Instructions to follow: Copy every line from the data below in which the string "index" can be found.

Records from a data collection
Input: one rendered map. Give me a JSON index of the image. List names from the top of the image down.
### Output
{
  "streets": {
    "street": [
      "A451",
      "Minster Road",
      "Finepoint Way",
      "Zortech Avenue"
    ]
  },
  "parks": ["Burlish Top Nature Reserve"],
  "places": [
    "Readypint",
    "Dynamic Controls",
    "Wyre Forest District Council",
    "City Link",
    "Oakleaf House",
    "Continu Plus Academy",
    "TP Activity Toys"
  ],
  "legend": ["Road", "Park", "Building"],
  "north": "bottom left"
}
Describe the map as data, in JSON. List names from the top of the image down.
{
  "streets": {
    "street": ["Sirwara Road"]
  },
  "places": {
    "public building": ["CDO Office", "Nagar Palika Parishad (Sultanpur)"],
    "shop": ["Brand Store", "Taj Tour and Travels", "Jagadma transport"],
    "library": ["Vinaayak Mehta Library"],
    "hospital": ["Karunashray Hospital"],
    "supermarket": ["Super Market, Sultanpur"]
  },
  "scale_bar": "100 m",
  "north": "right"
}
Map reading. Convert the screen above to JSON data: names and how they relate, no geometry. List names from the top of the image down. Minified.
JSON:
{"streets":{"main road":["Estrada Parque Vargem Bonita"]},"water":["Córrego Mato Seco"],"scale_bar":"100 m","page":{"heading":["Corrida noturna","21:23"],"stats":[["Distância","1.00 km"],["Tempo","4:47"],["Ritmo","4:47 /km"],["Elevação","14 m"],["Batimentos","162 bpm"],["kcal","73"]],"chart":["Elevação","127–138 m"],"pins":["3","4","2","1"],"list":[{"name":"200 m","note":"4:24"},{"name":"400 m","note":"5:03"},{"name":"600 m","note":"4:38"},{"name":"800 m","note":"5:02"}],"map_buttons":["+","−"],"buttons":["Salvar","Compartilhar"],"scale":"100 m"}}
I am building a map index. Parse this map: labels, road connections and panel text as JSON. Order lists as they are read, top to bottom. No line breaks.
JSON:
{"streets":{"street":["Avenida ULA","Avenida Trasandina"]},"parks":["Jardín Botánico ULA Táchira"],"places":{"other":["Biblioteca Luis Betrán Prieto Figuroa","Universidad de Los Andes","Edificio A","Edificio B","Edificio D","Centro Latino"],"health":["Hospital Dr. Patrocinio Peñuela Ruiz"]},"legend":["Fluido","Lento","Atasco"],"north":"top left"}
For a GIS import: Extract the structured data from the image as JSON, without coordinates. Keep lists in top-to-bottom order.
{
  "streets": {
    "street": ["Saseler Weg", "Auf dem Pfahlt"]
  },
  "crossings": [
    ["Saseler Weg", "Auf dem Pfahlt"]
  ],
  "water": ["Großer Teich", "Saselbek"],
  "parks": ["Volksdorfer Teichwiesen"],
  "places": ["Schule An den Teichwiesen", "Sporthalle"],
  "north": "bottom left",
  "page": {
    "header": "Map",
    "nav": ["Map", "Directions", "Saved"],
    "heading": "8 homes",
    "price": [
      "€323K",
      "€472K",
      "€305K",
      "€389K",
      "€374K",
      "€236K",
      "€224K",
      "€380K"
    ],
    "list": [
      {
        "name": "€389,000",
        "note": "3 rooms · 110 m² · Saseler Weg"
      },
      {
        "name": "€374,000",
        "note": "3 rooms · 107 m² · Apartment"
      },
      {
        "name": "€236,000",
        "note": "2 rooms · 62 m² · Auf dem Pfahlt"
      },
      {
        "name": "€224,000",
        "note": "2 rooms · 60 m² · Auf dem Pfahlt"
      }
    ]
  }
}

Exercise solution:
Input: one rendered map. Give me a JSON index of the image. List names from the top of the image down.
I am building a map index. Parse this map: labels, road connections and panel text as JSON. Order lists as they are read, top to bottom. No line breaks.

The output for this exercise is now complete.